While still in high
school, he attended art classes at the Syracuse Museum, where
he was provided with a private room where he could paint independently.
In addition to his early studies with etcher Ralph Pearson, he
had the good fortune of studying under two of the 20th century’s
leading colorists: first with Joseph Albers at Black Mountain
College (1940), and later with Hans Hofmann (1941-42).
His work reflects his
extensive training with these masters, as well as a strong reverence
for the French avant-garde painters who influenced them. The long
broken brushstrokes of Derain, the boldlyrical contours of Matisse,
and the modernist non-perspectival compositions of Bonnard are
each clear inspirations in De Niro’s best works.
While studying with
Hofmann at his Provincetown summer school, De Niro met painter
Virginia Admiral, whom he married in 1942. The couple moved into
a large, airy loft in New York’s Greenwich Village, where
they were able to paint.

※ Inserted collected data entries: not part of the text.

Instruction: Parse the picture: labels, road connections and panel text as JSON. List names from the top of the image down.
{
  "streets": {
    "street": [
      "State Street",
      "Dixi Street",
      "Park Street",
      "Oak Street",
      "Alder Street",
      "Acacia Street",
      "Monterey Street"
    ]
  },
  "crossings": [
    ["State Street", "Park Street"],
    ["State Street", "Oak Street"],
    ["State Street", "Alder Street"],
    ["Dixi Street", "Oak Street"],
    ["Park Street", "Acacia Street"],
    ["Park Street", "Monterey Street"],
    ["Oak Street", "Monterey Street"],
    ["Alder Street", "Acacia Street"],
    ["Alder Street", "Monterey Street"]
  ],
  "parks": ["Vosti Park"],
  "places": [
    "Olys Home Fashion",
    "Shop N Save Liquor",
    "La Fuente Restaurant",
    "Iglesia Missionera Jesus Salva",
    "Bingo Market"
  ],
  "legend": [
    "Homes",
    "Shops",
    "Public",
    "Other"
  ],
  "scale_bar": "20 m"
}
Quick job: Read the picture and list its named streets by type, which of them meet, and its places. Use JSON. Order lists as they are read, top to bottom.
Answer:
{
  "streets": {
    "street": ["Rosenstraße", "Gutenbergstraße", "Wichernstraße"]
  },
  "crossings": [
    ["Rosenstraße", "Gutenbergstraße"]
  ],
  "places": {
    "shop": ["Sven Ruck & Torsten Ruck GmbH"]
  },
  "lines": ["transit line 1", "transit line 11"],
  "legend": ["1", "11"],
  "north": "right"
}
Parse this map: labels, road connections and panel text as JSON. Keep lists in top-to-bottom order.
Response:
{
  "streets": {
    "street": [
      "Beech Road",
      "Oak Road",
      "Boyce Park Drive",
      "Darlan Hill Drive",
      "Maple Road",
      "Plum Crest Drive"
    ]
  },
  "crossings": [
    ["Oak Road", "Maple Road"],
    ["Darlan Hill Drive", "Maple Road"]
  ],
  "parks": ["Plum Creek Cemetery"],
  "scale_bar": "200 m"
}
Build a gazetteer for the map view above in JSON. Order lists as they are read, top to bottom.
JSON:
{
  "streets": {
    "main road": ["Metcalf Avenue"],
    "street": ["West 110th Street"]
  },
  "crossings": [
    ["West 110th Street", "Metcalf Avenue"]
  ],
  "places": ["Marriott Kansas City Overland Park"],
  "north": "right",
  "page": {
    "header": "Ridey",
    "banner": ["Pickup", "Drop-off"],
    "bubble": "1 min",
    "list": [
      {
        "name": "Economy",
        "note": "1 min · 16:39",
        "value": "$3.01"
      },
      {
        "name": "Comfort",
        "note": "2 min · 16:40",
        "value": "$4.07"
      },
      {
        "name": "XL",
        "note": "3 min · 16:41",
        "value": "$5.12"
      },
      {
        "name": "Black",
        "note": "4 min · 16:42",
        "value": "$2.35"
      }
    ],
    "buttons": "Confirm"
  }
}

Their illustrious circle of friends included
writers Anais Nin and Henry Miller, playwright Tennessee Williams,
and actress and famous Berlin dancer Valeska Gert who modeled
for Hofmann’s classes. Admiral and De Niro separated shortly
after their son, Robert De Niro, Jr. was born in December of 1943.
A perfectionist, De
Niro Sr. often painted and repainted his canvases, completing
hundreds of studies of the same composition until he was pleased
with his work. He was meticulous with his choice of pigment, always
searching for the perfect colors and rarely satisfied.
De Niro Sr.’s
first solo exhibition was held at Peggy Guggenheim’s Art
of this Century, New York, in 1946, when he was twenty-four years
old. He exhibited frequently throughout the 1950s at the Charles
Egan Gallery, where his work hung alongside de Kooning, Kline,
and Guston.
In the early 1960s,
De Niro Sr, looking for fresh inspiration, abandoned New York
for Paris. As his work continued to evolve and mature, he sold
fifty oil paintings and works on paper to the collector Joseph
Hirshhorn, and received much critical praise, as well as a Guggenheim
Fellowship in 1968.
The political and cultural
climate began to change in the mid-60s, however, and Pop Art eclipsed
many artists working in a more traditional vein. Though the mainstream
success of his contemporaries eluded De Niro Sr., he continued
his brilliant exploration of color and form until he passed away
in 1993, leaving behind a vibrant oeuvre that is included in museum
collections such as: the Hirshhorn Museum and Sculpture Garden,
and the Corcoran Gallery of Art, Washington, D.C.; the Metropolitan
Museum of Art, the Whitney Museum of American Art, and the Museum
of Modern Art, New York, among others. In 1995, his son, award-winning
actor Robert De Niro, Jr., along with his mother, Virginia Admiral,
honored the late painter by supporting an exhibition of his works
at the Salander-O’Reilly Gallery in New York.